Seita Jongebloed was employed as a sales manager from 2014-2016 and then promoted to vice president of sales, a position she held until her 2019 resignation at Martha Turner Sotheby’s International Realty (MTSIR) in Houston.
Jongebloed jumped from Sotheby’s to Compass to serve as a brokerage manager in February 2019 after tendering her resignation, but Realogy claims in the complaint that the agent had previously signed a restrictive covenant agreement (RCA), which included a one-year noncompete clause.
“We believe this suit speaks for itself,” a spokesperson for Realogy told Inman. “We are seeking to enforce our rights under the employee agreement. Given the pending litigation, we cannot comment further.”
Realogy argues in the lawsuit filed in the United States District Court For The Southern District Of Texas Houston Division that, by signing the RCA, Jongebloed agreed to a one-year noncompete clause, where she would not work for a competitor for one year after her employment with Realogy terminates. The noncompete specifically included a geographic limitation of a 15-mile radius of any brand where she worked.
The Compass office where Jongebloed works now — in what the suit called a “substantially similar role” — is 3.2 miles from a Martha Turner Sotheby’s branch.
The suit claims Jongebloed’s employment shift could disrupt business relationships and jeopardize confidential information she obtained while at Realogy.
Jongebloed signed the RCA in August 2018, as it was offered as part of a long-term incentive plan that included a restricted stock notice. Long-term incentive plans are used to award executives or managers for performance, often in stock bonuses with a company-matching component.
Realogy sent a cease and desist letter and Jongebloed and Compass agreed to abide by the provisions of the RCA by moving Jongebloed to either a non-working leave of absence or Compass projects and/or initiatives outside of the Houston metropolitan area, according to the complaint.
Compass’s counsel advised Realogy that any service to Compass that Jongebloed is providing was taking place outside the Houston area, the complaint says. Realogy, however, alleges in the complaint that despite that communication, it has been informed that Jongebloed refuses to abide by the RCA.
Realogy is seeking relief prohibiting Jongebloed from violating the RCA, an unspecified award for damages and other relief as appropriate, according to the complaint.
Compass has drawn the ire of many in the industry for its recruitment tactics, some of whom have felt compelled to take legal action.
In the legal filing, Realogy says Compass has adopted a deliberate strategy of fostering rapid expansion and growth by engaging in unfair and unlawful conduct. The filing cites settled lawsuits against Compass from Realogy properties Corcoran and CitiHabitats, in which the brokerages accused Compass of violating noncompete clauses and attempting to access the company’s proprietary databases.

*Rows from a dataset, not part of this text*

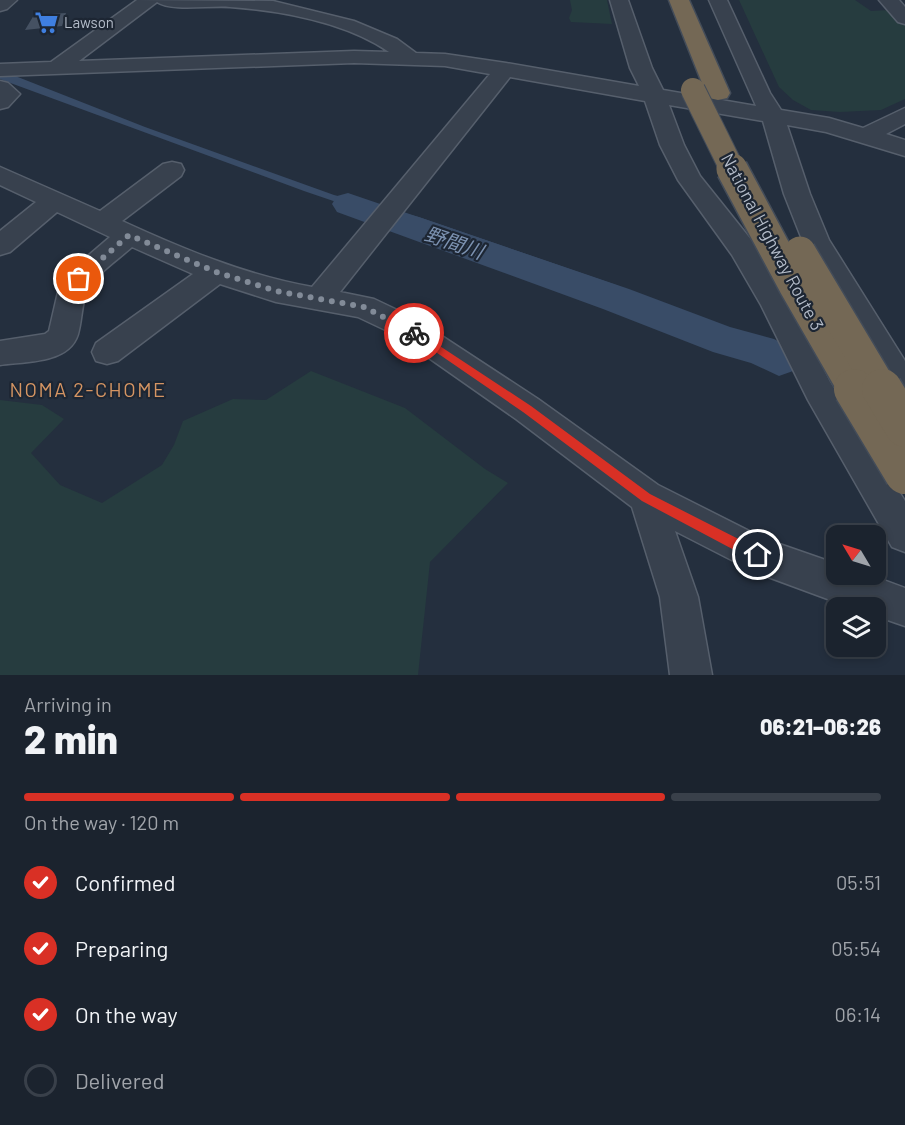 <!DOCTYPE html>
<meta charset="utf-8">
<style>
body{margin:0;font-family:Barlow,"Noto Sans JP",sans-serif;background:#242b36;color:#f1f3f6;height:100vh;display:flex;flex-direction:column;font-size:22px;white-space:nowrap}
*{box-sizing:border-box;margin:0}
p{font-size:20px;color:#a0a4aa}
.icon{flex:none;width:33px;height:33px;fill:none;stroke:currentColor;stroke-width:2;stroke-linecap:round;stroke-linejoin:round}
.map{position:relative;height:675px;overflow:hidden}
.drawer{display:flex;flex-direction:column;background:#1b232e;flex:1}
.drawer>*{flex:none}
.needle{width:39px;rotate:308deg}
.buttons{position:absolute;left:826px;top:525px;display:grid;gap:12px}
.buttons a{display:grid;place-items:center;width:60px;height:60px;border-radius:12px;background:#1b232e;box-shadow:0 3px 9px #0003,0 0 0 2px #39404a;font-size:30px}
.pin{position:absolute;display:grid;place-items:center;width:51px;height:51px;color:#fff;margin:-26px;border:3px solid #fff;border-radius:50%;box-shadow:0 2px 6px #0007}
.courier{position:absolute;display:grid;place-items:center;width:60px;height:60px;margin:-30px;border:4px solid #d93025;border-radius:50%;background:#fff;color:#222;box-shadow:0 2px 8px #0007}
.headline em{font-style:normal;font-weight:800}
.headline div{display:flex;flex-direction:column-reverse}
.headline{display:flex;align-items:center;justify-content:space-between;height:102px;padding:0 24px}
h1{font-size:39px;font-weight:800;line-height:45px}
.bar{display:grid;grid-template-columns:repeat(4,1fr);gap:9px 6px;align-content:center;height:72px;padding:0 24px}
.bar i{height:8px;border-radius:4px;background:#39404a}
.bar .current{background:#d93025}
.bar p{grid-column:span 4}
ol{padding:0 24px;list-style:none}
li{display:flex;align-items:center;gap:18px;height:66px}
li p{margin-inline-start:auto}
li .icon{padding:6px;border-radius:50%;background:#d93025;color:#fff;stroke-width:4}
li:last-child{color:#a0a4aa}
li i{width:33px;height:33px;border:3px solid #39404a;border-radius:50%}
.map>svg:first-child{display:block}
.green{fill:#263c3f}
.water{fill:#394c67}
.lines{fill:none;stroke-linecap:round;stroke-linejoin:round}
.river{fill:#394c67;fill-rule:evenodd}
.building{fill:#455162}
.minor-casing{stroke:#565f6c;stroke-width:3}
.highway-casing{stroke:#434c59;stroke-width:3}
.minor{fill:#38414e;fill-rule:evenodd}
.highway{fill:#746855;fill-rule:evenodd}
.highway-bridge-far2-casing{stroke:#434c59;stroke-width:26;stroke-linecap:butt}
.highway-bridge-far1-casing{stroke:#434c59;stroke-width:34;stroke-linecap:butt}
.highway-bridge-casing{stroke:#434c59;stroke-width:43;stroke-linecap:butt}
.highway-bridge-far2{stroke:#746855;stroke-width:24}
.highway-bridge-far1{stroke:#746855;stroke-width:31}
.highway-bridge{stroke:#746855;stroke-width:40}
.route{fill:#d93025}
.done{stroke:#828b98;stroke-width:6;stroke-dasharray:0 10.8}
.labels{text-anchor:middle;stroke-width:4.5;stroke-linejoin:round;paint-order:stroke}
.far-poi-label{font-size:15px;fill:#b4bcc9;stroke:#1d2633;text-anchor:start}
.street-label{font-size:18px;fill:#b4bcc9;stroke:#1d2633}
.water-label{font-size:20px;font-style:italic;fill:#7c92b1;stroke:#1d2633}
.neighbourhood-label{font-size:20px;letter-spacing:1.5px;fill:#d59563;stroke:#1d2633}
</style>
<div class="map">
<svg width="905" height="675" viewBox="0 0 905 675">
<rect width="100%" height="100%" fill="#242f3e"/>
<!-- green -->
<g class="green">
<path d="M 570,0 L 607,0 L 612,24 L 571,22 L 569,18 L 572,10 Z"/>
<path d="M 739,0 L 855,0 L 871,11 L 890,10 L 905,24 L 905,99 L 881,110 L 840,112 L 811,110 L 793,100 L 779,87 Z"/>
<path d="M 311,371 L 405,408 L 485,469 L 508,483 L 430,562 L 418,675 L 0,675 L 0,400 L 42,405 L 64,419 L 31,453 L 60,485 L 102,503 L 162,465 L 174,445 L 183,421 L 233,399 L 266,400 Z"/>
</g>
<!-- water -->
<path class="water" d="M 0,70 L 145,127 L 334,195 L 419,217 L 616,285 L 777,351 L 905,413 L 844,395 L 702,328 L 605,289 L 409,223 L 351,207 L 304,191 L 5,81 L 0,79 Z"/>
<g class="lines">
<!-- river -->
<path class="river" d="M 348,193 L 629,289 L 730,327 L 774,339 L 793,349 L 798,360 L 793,371 L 779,376 L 751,363 L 713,352 L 603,309 L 337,212 L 332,204 L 337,196 Z"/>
</g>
<!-- building -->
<path class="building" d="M 66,13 L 62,26 L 25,30 L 34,15 Z"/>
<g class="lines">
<defs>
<g id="minor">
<path d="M 0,0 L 17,0 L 7,9 L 0,11 Z"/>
<path d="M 137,0 L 273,1 L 354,21 L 397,39 L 416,53 L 445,54 L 506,63 L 639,86 L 630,68 L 610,0 L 628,0 L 652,68 L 663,90 L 756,106 L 709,0 L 727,0 L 770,93 L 781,110 L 829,118 L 863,128 L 905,108 L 905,124 L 886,134 L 905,140 L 905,156 L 826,132 L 787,125 L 810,194 L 829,240 L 905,361 L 905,401 L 894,397 L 803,242 L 784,194 L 763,121 L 669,105 L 684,145 L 700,176 L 752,241 L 784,294 L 830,382 L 905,501 L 905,552 L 892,547 L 808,400 L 761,305 L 732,255 L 678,180 L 660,145 L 645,101 L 510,77 L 340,292 L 374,299 L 416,319 L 538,399 L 658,485 L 765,539 L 837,564 L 837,574 L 867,574 L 905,588 L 905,626 L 876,616 L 876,608 L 852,608 L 757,573 L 675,531 L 698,597 L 712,675 L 670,675 L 660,597 L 632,507 L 516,419 L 396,335 L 358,317 L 276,302 L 220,284 L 118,361 L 107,364 L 96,361 L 92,352 L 96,343 L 193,274 L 132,247 C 120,258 95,275 88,289 C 82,300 82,318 79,330 C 73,364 27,361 0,365 L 0,341 L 45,334 L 49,331 L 58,292 L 69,272 L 110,237 L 57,212 L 10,252 L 0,255 L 0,231 L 36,202 L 0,185 L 0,167 L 100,211 L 163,164 L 172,162 L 181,164 L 184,170 L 181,176 L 122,221 C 183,249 245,275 312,287 L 490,74 L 445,66 L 354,63 L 0,76 L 0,64 L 51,62 ZM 157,2 C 172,12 211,5 230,7 C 282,11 345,22 389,52 L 354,51 L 79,61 Z"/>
<path d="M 879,0 L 899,0 L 905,7 L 905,24 L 898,22 Z"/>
<path d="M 0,81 L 8,83 L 20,94 L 8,107 L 0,109 Z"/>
</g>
<path id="highway" d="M 669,0 L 689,0 L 730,93 L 727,98 L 718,100 L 709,98 L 706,93 Z"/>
</defs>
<!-- minor casing -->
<use href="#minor" class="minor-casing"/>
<!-- highway casing -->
<use href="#highway" class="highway-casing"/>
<!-- minor -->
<use href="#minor" class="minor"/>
<!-- highway -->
<use href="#highway" class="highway"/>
<defs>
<path id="highway-bridge-far2" d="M 693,90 L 733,171"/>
<g id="highway-bridge-far1">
<path d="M 732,169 L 794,285 L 855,391"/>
<path d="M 800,252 L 883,391"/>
</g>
<g id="highway-bridge">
<path d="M 854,389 L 905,474"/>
<path d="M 882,389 L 905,427"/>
</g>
</defs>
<!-- highway-bridge-far2 casing -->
<use href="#highway-bridge-far2" class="highway-bridge-far2-casing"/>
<!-- highway-bridge-far1 casing -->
<use href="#highway-bridge-far1" class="highway-bridge-far1-casing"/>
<!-- highway-bridge casing -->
<use href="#highway-bridge" class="highway-bridge-casing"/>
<!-- highway-bridge-far2 -->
<use href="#highway-bridge-far2" class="highway-bridge-far2"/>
<!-- highway-bridge-far1 -->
<use href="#highway-bridge-far1" class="highway-bridge-far1"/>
<!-- highway-bridge -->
<use href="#highway-bridge" class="highway-bridge"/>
</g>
<!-- route -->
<path class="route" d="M 414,329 L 531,406 L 650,494 L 762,551 L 762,560 L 753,560 L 642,501 L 523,412 L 411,335 L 411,330 Z"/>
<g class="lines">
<!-- done -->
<path class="done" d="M 79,279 L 129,235 L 216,272 L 276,291 L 364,307 L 414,333"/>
</g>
<!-- icons -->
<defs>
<symbol id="supermarket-bare" viewBox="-9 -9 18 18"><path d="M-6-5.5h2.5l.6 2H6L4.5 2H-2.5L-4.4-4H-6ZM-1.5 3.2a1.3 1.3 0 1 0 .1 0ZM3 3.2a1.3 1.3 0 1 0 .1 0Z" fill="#3f7fe0" stroke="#1d2633" stroke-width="2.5" paint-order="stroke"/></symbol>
</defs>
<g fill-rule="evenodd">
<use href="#supermarket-bare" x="30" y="6" width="33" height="33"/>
</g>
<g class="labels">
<!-- far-poi labels -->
<g class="far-poi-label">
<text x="64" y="28">Lawson</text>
</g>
<!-- street labels -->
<g class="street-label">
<text transform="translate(772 242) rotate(62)" y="6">National Highway Route 3</text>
</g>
<!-- water labels -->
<g class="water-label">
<text transform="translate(454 243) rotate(19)" y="7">野間川</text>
</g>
<!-- neighbourhood labels -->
<g class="neighbourhood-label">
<text x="88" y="397">NOMA 2-CHOME</text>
</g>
</g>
</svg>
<div class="buttons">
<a><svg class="needle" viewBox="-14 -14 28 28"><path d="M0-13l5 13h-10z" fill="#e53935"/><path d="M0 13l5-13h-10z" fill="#a0a4aa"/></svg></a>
<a><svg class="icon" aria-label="layers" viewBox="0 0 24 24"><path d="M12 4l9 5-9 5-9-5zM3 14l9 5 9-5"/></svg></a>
</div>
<div class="pin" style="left:79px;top:279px;background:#ea580c"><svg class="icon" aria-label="bag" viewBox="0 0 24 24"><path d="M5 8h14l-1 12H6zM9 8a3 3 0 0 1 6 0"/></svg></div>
<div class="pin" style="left:758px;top:555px;background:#1f2937"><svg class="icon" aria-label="home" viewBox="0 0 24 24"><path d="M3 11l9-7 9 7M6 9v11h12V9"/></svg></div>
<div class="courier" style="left:414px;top:333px"><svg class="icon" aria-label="bike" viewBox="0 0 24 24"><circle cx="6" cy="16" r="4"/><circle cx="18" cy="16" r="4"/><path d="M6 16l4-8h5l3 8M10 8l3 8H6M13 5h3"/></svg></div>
</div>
<section class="drawer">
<div class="headline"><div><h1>2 min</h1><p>Arriving in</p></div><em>06:21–06:26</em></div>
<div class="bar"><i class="current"></i><i class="current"></i><i class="current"></i><i></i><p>On the way · 120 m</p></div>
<ol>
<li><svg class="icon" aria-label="check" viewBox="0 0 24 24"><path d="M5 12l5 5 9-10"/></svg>Confirmed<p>05:51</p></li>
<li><svg class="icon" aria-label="check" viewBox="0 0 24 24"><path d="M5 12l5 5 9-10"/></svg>Preparing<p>05:54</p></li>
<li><svg class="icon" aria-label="check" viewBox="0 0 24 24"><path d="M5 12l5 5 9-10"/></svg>On the way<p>06:14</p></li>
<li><i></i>Delivered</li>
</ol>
</section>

Agent movement between Compass and Realogy is hardly new, especially as Compass expands through recruitment and acquisition. The key difference in this case, however, is that Jongebloed was an employee with both companies, not an independent contractor, like most agents.
A Realogy source told Inman that employee contracts differ based on numerous factors and not all employees agree to the same contract terms.
Compass is not named as a defendant in the suit, but a spokesperson for the company sent the following statement to Inman.
“We believe people should be able to work where they want to work,” the statement reads. “For us, it’s important for employees to find their place at Compass because they want to work here, not because they can’t work anywhere else.”
Scott Fiddler, the lawyer representing Jongebloed told Inman that they look forward to having the case heard in court and declined to comment further.